Biographical Database of NAWSA Suffragists, 1890-1920

Biography of Dr. Angeline Annie Bond Reed, 1842-1936

By Jennifer Marie Wilder, undergraduate student, University of Oregon

 

In 1842 Nathan Bond and Elizabeth Trailor hailed the arrival of their second daughter Anna (Angeline Annie Bond), who was born in Greenbush, Illinois. Nathan and Elizabeth would have two more children after Anna, both of which would be boys and both would be born in Iowa. In 1853, when Anna was eleven years old, the family journeyed to Oregon, on the Oregon Trail, with their relative George Bond in the wagon train of Captain Nelson Davis.

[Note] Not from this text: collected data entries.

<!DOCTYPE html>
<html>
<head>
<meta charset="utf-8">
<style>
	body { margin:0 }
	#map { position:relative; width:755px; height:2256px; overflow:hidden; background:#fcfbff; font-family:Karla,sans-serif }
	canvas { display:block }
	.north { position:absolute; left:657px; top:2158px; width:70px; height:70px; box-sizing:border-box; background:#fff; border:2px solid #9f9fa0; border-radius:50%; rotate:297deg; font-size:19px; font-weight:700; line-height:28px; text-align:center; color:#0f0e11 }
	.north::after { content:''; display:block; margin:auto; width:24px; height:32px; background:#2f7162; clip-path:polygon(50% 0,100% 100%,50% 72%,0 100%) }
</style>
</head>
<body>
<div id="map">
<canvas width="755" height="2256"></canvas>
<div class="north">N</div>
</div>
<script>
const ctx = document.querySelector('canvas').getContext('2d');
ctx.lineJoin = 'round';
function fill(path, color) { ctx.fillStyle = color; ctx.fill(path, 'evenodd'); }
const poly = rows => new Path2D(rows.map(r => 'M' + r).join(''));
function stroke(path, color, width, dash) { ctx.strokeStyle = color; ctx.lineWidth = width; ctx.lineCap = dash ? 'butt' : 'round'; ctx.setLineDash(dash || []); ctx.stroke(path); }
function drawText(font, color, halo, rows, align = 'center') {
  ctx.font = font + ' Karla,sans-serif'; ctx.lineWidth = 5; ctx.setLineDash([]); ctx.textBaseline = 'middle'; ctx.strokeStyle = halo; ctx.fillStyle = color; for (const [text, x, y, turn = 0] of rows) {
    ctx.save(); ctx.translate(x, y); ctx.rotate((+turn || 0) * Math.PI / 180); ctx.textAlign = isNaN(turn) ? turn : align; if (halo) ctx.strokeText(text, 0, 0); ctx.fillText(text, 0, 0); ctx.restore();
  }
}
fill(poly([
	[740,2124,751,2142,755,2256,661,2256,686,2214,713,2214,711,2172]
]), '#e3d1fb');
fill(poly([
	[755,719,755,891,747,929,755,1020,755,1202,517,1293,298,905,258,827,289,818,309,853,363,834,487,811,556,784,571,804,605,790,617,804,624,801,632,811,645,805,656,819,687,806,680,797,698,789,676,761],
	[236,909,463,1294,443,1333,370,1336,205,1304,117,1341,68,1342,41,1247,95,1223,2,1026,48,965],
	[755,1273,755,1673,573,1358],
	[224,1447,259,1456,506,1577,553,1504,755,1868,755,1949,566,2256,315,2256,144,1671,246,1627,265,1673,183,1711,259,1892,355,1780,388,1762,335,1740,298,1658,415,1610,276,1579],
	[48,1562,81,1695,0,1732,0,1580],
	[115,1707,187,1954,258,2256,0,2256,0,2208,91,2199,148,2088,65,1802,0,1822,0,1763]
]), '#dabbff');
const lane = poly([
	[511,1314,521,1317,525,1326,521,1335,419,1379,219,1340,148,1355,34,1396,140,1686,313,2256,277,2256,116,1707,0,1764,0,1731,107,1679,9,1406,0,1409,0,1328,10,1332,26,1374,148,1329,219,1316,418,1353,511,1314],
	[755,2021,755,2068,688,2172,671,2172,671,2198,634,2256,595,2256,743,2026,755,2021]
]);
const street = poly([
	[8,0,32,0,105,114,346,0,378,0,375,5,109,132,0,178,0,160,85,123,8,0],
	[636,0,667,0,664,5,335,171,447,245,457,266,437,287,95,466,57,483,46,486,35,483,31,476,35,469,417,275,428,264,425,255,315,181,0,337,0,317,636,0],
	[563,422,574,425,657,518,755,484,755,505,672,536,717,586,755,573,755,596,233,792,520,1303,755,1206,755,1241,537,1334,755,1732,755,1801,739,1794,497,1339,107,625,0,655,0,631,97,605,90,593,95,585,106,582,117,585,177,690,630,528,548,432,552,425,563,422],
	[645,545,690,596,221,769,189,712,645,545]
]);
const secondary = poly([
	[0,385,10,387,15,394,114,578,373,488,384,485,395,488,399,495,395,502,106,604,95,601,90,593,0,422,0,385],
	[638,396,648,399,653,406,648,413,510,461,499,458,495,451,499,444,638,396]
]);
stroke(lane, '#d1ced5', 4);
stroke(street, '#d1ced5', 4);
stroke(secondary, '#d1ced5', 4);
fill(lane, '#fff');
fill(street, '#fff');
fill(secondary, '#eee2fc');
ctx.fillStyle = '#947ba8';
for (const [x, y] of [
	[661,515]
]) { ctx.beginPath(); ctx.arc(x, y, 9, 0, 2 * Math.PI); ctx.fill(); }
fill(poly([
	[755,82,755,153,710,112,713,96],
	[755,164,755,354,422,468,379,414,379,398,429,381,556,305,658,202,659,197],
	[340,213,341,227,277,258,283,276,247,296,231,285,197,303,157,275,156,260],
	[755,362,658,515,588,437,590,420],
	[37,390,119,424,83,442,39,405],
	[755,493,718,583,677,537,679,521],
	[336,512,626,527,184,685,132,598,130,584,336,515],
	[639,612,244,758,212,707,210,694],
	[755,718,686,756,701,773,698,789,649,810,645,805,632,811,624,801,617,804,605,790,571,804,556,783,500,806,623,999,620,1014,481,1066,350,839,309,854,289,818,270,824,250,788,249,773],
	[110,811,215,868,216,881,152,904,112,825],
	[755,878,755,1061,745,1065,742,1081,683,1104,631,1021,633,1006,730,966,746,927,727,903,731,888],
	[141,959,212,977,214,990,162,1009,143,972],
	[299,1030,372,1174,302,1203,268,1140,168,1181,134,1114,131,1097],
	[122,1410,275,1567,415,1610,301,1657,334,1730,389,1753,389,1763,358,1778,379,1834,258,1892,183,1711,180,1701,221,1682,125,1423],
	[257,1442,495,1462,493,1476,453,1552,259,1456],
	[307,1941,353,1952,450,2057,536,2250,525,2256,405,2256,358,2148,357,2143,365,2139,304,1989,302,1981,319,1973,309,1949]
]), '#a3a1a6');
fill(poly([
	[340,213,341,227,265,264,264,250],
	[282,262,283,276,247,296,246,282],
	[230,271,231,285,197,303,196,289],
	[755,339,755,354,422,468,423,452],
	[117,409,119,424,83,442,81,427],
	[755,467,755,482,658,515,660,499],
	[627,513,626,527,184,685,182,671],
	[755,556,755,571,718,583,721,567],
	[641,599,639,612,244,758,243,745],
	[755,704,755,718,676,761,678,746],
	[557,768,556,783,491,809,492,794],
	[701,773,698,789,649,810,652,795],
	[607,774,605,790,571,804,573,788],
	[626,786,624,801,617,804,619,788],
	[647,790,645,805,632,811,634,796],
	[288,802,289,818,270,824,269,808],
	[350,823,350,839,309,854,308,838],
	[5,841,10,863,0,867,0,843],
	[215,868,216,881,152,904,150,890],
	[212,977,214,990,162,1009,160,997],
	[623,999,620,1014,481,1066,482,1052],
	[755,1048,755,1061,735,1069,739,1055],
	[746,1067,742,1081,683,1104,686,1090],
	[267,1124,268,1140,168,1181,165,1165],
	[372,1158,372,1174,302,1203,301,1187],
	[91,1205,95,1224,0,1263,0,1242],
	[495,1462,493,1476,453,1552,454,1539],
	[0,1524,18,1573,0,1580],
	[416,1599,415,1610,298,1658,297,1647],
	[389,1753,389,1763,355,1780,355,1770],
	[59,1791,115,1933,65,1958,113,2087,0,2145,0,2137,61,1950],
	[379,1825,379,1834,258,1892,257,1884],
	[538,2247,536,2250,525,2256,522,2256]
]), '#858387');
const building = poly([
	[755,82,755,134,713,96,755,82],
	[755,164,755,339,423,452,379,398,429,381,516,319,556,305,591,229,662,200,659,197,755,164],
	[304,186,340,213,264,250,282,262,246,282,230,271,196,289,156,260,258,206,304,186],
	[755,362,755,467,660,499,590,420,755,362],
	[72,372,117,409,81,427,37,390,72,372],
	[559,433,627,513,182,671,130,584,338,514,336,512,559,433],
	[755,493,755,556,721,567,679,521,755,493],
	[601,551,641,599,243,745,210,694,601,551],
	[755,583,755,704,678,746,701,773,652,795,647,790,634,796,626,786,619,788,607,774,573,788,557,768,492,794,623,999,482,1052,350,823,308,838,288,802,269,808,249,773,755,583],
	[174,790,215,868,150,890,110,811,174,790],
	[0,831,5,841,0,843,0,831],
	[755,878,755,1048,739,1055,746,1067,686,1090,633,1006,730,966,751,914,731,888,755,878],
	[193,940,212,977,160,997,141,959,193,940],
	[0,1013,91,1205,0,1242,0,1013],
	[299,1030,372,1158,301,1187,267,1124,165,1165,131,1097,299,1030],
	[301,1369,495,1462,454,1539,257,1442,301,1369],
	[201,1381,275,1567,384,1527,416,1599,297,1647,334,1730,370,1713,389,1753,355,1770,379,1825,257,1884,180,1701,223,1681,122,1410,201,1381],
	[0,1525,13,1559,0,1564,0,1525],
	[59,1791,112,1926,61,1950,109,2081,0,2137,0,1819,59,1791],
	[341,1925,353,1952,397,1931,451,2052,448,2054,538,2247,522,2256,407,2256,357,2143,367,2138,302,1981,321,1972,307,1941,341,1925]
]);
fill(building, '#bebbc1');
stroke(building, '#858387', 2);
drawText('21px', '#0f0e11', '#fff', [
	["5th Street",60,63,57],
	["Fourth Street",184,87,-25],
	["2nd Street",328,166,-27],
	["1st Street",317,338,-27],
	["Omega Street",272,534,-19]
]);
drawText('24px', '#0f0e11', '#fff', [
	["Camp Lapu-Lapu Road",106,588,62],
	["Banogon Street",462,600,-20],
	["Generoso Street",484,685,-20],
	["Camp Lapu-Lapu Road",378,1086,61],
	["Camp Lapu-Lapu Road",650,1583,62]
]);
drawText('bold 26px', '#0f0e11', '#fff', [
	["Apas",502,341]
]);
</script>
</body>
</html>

After the family settled on a farm in Knox, Butte county, Oregon, and at the age of seventeen, Anna met and eventually married John Gerald Reed in 1859. The couple had four children-- Effa "Lady" Reed, Clifton B Reed, Austin N. Reed, and Elizabeth Reed. Only Austin and Elizabeth would outlive their parents. Anna was blessed with three grandchildren, six great-grandchildren, and two great-great grandchildren. When Anna settled in Knox she saw a need for a school and she and her husband built a log school where she would become a teacher. Anna went on to study medicine with a relative and served the Knox community till they moved to Linn county. where she continued her practice for 30 years.

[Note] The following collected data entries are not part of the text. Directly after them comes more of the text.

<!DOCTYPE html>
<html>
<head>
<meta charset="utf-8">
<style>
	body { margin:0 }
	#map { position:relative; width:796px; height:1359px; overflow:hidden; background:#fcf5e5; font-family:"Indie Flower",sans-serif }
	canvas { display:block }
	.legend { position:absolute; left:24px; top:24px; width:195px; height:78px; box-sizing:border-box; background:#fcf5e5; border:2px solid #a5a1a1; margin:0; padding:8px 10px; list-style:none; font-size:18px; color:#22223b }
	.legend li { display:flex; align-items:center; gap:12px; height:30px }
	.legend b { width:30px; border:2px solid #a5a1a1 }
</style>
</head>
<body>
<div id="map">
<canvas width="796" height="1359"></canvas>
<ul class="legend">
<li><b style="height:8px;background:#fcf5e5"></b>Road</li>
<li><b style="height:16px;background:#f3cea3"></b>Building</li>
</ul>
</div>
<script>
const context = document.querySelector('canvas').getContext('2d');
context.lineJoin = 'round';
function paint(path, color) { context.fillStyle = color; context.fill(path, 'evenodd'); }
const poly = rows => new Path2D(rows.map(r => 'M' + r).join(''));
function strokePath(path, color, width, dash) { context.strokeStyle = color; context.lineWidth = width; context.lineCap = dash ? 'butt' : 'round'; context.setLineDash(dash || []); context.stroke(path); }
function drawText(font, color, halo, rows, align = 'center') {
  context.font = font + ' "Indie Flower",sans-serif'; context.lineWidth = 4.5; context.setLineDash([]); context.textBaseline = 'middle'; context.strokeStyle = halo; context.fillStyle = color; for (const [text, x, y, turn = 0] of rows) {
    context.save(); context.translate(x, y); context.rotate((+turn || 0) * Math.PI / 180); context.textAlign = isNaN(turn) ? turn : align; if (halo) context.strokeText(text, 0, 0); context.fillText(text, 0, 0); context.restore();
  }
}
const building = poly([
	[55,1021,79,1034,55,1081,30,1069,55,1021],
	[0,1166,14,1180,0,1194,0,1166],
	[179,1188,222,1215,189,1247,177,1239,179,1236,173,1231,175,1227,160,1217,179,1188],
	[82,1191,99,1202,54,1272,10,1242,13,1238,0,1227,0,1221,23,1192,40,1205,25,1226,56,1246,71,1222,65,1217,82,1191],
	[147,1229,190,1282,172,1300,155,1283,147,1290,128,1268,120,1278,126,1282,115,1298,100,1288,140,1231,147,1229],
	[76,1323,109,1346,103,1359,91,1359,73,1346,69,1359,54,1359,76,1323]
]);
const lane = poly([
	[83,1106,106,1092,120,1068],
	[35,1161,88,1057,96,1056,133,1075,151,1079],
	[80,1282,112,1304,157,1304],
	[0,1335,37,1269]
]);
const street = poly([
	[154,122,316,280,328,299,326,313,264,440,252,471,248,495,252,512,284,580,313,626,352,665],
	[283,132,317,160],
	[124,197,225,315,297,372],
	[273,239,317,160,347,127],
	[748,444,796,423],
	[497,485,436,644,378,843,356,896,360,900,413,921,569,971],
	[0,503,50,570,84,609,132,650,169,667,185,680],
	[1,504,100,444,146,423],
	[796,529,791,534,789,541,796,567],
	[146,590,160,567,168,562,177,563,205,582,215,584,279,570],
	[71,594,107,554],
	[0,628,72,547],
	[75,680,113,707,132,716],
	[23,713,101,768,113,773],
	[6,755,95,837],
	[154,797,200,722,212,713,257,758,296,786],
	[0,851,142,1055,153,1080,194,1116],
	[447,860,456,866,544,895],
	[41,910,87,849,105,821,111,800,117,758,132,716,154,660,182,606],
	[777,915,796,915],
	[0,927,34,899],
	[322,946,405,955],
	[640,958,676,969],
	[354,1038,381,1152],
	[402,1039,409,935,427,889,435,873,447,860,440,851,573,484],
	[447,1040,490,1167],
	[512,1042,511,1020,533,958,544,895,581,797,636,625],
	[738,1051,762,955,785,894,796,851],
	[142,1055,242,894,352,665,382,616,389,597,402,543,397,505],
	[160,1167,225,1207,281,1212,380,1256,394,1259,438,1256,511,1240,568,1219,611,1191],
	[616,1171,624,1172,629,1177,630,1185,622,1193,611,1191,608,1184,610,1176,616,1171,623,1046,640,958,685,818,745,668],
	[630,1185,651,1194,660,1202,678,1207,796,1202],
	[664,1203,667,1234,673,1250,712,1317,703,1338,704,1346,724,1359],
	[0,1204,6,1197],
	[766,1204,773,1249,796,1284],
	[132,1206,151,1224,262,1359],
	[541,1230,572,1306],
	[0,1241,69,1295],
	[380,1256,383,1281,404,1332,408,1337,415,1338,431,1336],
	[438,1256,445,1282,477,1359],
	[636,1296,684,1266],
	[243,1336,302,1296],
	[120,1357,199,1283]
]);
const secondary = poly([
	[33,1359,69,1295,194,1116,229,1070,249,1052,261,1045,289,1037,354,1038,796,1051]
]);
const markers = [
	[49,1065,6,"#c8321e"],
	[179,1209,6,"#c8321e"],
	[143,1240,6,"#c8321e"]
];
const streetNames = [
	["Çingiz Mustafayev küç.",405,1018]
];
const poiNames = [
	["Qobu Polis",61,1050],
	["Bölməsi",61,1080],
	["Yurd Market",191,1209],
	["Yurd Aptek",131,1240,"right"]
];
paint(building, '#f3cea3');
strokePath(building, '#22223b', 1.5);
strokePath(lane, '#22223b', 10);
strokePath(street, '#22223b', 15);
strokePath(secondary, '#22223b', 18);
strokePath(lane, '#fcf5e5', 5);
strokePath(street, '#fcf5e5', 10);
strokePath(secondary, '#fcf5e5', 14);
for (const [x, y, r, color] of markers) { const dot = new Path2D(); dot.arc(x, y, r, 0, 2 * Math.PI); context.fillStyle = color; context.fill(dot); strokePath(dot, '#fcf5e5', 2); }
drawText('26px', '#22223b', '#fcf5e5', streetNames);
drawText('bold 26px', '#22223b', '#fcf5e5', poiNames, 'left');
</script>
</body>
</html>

Dr. Reed was an integral part of Linn county where she became a member of the Women's Relief Corps, Daughters of the American Revolution, Maccabee Lodge, Lebanon Civic club, Woman's Christian Temperance Union, and the Oregon State Equal Suffrage Association. In 1896, Dr. Reed was selected as one of the Chairman of the County Committees of the Woman's Congress which was created to bring as many of the Oregon "patriotic, philanthropic, and literary efforts" under the umbrella of the State Equal Suffrage Association. The Woman's Congress was established in order to push the State Congress to pass the Woman's Suffrage Amendment which had previously been defeated in 1884 and 1894. During the Oregon State Equal Suffrage Association's 26th Annual Convention in 1897 President Abigail Scott Duniway characterized Dr. Reed as, "One of our leading suffragists, Dr. Anna B. Reed of Lebanon, managed the meeting and the men and women of the County assisted her right royally." Dr. Reed was again selected to a prominent position in the Oregon suffrage movement when she was elected Vice President of the Oregon State Equal Suffrage Association in 1909. Thanks to the efforts of Dr. Reed, and women such as her, the Oregon Woman's Suffrage Amendment was passed in 1912; well before the U.S. Congress passed the Nineteenth Amendment in 1920. Dr. Reed died December 3, 1936 in Albany, Oregon and was buried at Riverside Cemetery at the age of 94. Dr. Reed was laid to rest beside her husband of 76 years, who died February 22 of the same year.

Sources:

Albany Democrat Herald . (1936, December 3). Obituary Anna Bond Reed. Retrieved December 9, 2019, from https://www.ancestry.com/mediaui-viewer/tree/27303978/person/2036301623/media/49c78e46-740a-4f32-a995-5e78a71245ac?_phsrc=MdP2&_phstart=successSource

Ancestry.com. (2011). Web: Western States Marriage Index, 1809-2011. Retrieved from https://www.ancestry.com/family-tree/person/tree/56335303/person/36535703571/facts

Ancestry.com. (2012). U.S., Find A Grave Index, 1700s-Current. Retrieved from https://www.ancestry.com/family-tree/person/tree/56335303/person/36535703571/facts

Duniway, A. S. (1914). Path breaking: an autobiographical history of the equal suffrage movement in Pacific coast states. Portland, Oregon: James, Kerns & Abbott.